Peter L. Salgo, MD: I feel your pain, with just 1 diagnosis code. You’re relying on clinicians to speak to this. And is there a generalized agreement? Do all payers, and all providers, follow common criteria for SPMS [secondary-progressive multiple sclerosis] diagnosis? Help her out.
Maria Lopes, MD, MS: I’d like to start actually by trying to understand. What are the criteria? Is there a consensus?
Peter L. Salgo, MD: That is what I was going for. Go ahead.
Patricia K. Coyle, MD, FAAN, FANA: It’s very interesting. No, there is no absolutely agreed-on consensus for SPMS. A global MS [multiple sclerosis]—based registry reported in a recent article, they looked at several dozen different definitions for secondary-progressive MS, and they came up with what they felt was the most reliable. It will never be used in the United States. It was EDSS [Kurtzke Expanded Disability Status Scale] based, and most people in the US don’t use the EDSS in their MS cohort.
I think you’re looking at a relapsing patient for whom you have documented gradual worsening independent of clinical attacks going on for at least 6 months, probably at the right age you know they are at risk. And an astute patient will realize they’re entering secondary-progressive stage before the physician can pick it up, in my experience.
Peter L. Salgo, MD: They know it. They can tell.
Patricia K. Coyle, MD, FAAN, FANA: They know it because they’re slowly losing function. It’s a gradual thing.
Thomas P. Leist, MD, PhD: One important thing is that very often in the evaluation of MS patients, our examinations or what’s reported is qualitative. The patient is evaluated. The strength looks about right. The gait looks about right. We do not do a lot of quantitative assessment.
Patricia K. Coyle, MD, FAAN, FANA: Absolutely.
Thomas P. Leist, MD, PhD: The 25-foot walk at every visit, the 6-minute walk. Obviously, that’s not possible from a time point of view, so the quantification of the tests. And secondary-progressive MS becomes very much an opinion piece, because we don’t have the underlying metrics. But I think the important part is also that—and I’ll come back to this—we don’t have a biology at this point. And we don’t have a biological marker to say, “This is up.” Therefore, you have secondary progressive.

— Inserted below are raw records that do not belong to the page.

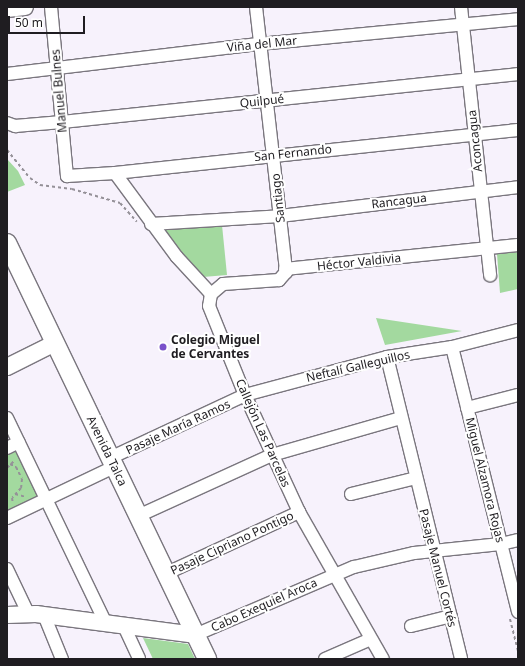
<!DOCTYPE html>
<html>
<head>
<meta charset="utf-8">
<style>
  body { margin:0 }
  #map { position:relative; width:525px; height:666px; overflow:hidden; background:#f7f2fc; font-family:"Noto Sans",sans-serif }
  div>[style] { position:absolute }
  .green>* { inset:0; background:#a3d99f }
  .path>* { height:2px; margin-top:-1px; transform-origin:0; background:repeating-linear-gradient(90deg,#959198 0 3px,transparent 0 6px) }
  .roads { filter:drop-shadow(1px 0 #7a767e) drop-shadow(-1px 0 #7a767e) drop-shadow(0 1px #7a767e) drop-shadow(0 -1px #7a767e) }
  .minor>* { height:12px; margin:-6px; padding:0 6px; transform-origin:6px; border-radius:6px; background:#fff }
  .tertiary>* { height:16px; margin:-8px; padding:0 8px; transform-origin:8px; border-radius:8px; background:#fff }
  .secondary>* { height:18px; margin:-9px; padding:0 9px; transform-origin:9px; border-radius:9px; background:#fff }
  .dots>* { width:11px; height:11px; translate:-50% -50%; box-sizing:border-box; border:2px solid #fff; border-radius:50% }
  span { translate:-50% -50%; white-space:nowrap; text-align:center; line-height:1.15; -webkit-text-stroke:4px #fff; paint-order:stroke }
  .street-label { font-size:12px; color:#1f1d21 }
  .poi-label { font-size:12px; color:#1f1d21; font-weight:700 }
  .left { translate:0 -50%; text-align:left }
  .frame { position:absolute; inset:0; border:8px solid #1f1d21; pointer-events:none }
  .scale { position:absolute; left:8px; top:16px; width:77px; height:18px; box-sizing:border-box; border:2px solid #1f1d21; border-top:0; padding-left:5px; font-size:12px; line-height:14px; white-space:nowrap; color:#1f1d21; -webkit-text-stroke:3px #fff; paint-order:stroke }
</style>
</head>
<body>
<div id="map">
  <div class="green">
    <div style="clip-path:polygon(7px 159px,18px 171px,25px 185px,7px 192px)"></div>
    <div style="clip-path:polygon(222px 225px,227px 275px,203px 277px,160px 228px)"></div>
    <div style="clip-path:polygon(518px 252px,518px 289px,500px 293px,497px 254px)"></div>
    <div style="clip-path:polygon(376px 318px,462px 331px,385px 345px)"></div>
    <div style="clip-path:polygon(15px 450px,39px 498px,7px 513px,7px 454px)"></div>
    <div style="clip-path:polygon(143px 638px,188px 644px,195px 659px,153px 659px)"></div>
  </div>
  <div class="path">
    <div style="left:7px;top:150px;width:36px;rotate:51deg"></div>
    <div style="left:30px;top:178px;width:12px;rotate:35deg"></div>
    <div style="left:40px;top:185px;width:32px;rotate:7deg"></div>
    <div style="left:72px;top:189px;width:50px;rotate:16.3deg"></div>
    <div style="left:120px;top:203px;width:25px;rotate:48deg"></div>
    <div style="left:10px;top:464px;width:7px;rotate:27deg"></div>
    <div style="left:16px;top:467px;width:13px;rotate:63deg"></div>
    <div style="left:22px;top:479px;width:9px;rotate:96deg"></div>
    <div style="left:21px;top:488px;width:13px;rotate:132deg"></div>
    <div style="left:12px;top:498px;width:6px;rotate:81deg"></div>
    <div style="left:7px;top:468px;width:11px;rotate:-45deg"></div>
    <div style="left:15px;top:494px;width:11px;rotate:15deg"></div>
    <div style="left:510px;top:619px;width:33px;rotate:76deg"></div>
  </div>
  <div class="roads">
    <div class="minor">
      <div style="left:51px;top:7px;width:170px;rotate:84.6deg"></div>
      <div style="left:67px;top:176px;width:48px;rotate:-3.6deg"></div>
      <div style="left:115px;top:173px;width:405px;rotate:-6.1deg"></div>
      <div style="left:256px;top:7px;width:267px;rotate:83.5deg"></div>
      <div style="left:286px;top:272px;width:11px;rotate:131deg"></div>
      <div style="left:279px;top:280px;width:56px;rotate:175.9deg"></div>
      <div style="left:223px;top:284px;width:16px;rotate:140deg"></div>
      <div style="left:211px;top:294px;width:12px;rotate:99deg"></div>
      <div style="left:209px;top:306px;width:96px;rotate:68deg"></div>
      <div style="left:245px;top:395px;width:129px;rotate:65.2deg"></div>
      <div style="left:299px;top:512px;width:169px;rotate:60.3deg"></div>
      <div style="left:461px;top:7px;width:270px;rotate:83.8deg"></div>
      <div style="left:7px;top:74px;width:255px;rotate:-6.8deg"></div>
      <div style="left:260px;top:44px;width:259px;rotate:-5.5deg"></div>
      <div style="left:7px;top:123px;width:9px;rotate:21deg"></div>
      <div style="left:15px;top:126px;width:47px;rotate:-4.9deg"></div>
      <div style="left:62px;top:122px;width:459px;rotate:-6deg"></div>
      <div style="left:115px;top:173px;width:104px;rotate:53.6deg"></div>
      <div style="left:177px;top:257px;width:50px;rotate:47.4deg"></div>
      <div style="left:151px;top:224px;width:129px;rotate:-3.5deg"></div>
      <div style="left:280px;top:216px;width:240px;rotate:-6.9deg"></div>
      <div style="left:285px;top:269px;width:234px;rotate:-5.9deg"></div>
      <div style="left:452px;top:347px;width:273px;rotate:76deg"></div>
      <div style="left:387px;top:357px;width:311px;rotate:76.2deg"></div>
      <div style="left:467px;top:408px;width:53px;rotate:-14.3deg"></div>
      <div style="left:7px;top:418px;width:226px;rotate:64.3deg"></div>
      <div style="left:7px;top:448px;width:13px;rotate:-27deg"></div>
      <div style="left:110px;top:458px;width:149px;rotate:-25deg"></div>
      <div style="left:245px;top:395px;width:147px;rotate:-15deg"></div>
      <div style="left:387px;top:357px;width:66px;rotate:-8.7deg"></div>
      <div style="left:452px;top:347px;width:68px;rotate:-14.4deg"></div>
      <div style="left:351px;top:494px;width:67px;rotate:-13.8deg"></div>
      <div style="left:138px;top:516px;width:147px;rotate:-24.5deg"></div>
      <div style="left:272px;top:455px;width:134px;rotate:-16deg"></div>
      <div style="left:7px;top:518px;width:119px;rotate:-25.5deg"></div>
      <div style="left:7px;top:569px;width:49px;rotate:64.5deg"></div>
      <div style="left:165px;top:574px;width:148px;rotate:-24.8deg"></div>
      <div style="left:44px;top:615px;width:48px;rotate:67.8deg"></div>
      <div style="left:123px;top:624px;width:38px;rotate:65deg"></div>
      <div style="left:411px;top:626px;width:41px;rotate:-14deg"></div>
      <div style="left:195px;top:635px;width:173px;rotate:-23.2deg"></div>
      <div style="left:354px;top:567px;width:62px;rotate:-13.1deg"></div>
      <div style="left:414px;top:553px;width:87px;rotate:-5.9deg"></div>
      <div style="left:501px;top:544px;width:17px;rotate:-13deg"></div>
      <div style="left:325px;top:659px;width:50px;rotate:-23.5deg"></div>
    </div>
    <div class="tertiary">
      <div style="left:7px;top:9px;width:18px;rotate:-6deg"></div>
      <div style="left:7px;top:367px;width:54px;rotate:-26.6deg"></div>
      <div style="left:7px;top:615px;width:29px;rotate:-2deg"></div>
      <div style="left:36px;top:614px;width:160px;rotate:7.5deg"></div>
    </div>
    <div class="secondary">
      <div style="left:7px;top:243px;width:462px;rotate:64.3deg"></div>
    </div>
  </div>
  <div class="dots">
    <div style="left:163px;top:347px;background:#7a51ca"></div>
  </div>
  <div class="street-label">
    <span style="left:262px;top:44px;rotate:-6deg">Viña del Mar</span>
    <span style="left:59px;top:91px;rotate:-95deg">Manuel Bulnes</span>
    <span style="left:262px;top:101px;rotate:-6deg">Quilpué</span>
    <span style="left:475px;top:141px;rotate:-96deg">Aconcagua</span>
    <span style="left:293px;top:153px;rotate:-6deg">San Fernando</span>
    <span style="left:278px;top:198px;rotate:-96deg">Santiago</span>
    <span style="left:399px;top:201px;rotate:-7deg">Rancagua</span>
    <span style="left:359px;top:262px;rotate:-6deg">Héctor Valdivia</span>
    <span style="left:358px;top:366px;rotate:-13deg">Neftalí Galleguillos</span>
    <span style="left:178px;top:427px;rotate:-25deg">Pasaje María Ramos</span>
    <span style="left:263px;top:433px;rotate:66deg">Callejón Las Parcelas</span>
    <span style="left:107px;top:451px;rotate:64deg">Avenida Talca</span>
    <span style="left:485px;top:480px;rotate:76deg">Miguel Alzamora Rojas</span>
    <span style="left:232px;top:543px;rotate:-25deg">Pasaje Cipriano Pontigo</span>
    <span style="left:438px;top:568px;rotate:76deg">Pasaje Manuel Cortés</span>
    <span style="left:264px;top:605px;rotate:-24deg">Cabo Exequiel Aroca</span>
  </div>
  <div class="poi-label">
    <span class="left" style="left:171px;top:347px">Colegio Miguel<br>de Cervantes</span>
  </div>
  <div class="frame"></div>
  <div class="scale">50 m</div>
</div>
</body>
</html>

Patricia K. Coyle, MD, FAAN, FANA: This is a very good point because there was a recent article from the UC San Francisco database in Annals of Neurology talking about silent progression. What they realized was that the deterioration was so subtle, they weren’t typically picking it up. This is because of the lack of quantification.
Peter L. Salgo, MD: All right, so this is a quagmire for you.
Maria Lopes, MD, MS: Absolutely.
Peter L. Salgo, MD: You have actually made me feel your pain.
Maria Lopes, MD, MS: That’s a unique moment.
Peter L. Salgo, MD: A unique moment, and we go back a long way. Here’s a disease, which is terrible, which has all the acronyms, all of which have different end points if you will. And you’re asking her to help you pay for treatments. And we’re going to discuss these treatments, which aren’t cheap, but you’re not giving her specific biomarkers. You’re not giving her specific exam findings. What percentage of patients are diagnosed with SPMS anyway?
Patricia K. Coyle, MD, FAAN, FANA: If you look at the old days before treatment, they talked about 50% of relapsing patients within 10 to 15 years became secondary progressive. In the modern era, that’s way down. It’s way less than 20%, way less than 20%.
Peter L. Salgo, MD: There’s another 1 that comes up: active SPMS, nonactive SPMS. What the heck is that all about? I’m getting really confused.
Patricia K. Coyle, MD, FAAN, FANA: Well, Tom had addressed it.
Thomas P. Leist, MD, PhD: The FDA has given it to you, in terms of who we used to call active-secondary progressive as part of the relapsing forms of multiple sclerosis. Evidence of new MRI [magnetic resonance imaging] lesions, evidence of attacks—that qualifies it.
Patricia K. Coyle, MD, FAAN, FANA: Over a defined time frame.
Thomas P. Leist, MD, PhD: Over a defined time frame.
Peter L. Salgo, MD: But is this a distinction without a difference? Is SPMS treated today different from RRMS?
Patricia K. Coyle, MD, FAAN, FANA: The issue is previously if the secondary-progressive MS patient was considered to have a relapsing form, they qualified for relapsing MS therapies. It’s been a little controversial. They would be treated if they had a superimposed clinical attack or contrast lesions, or new lesions, etc.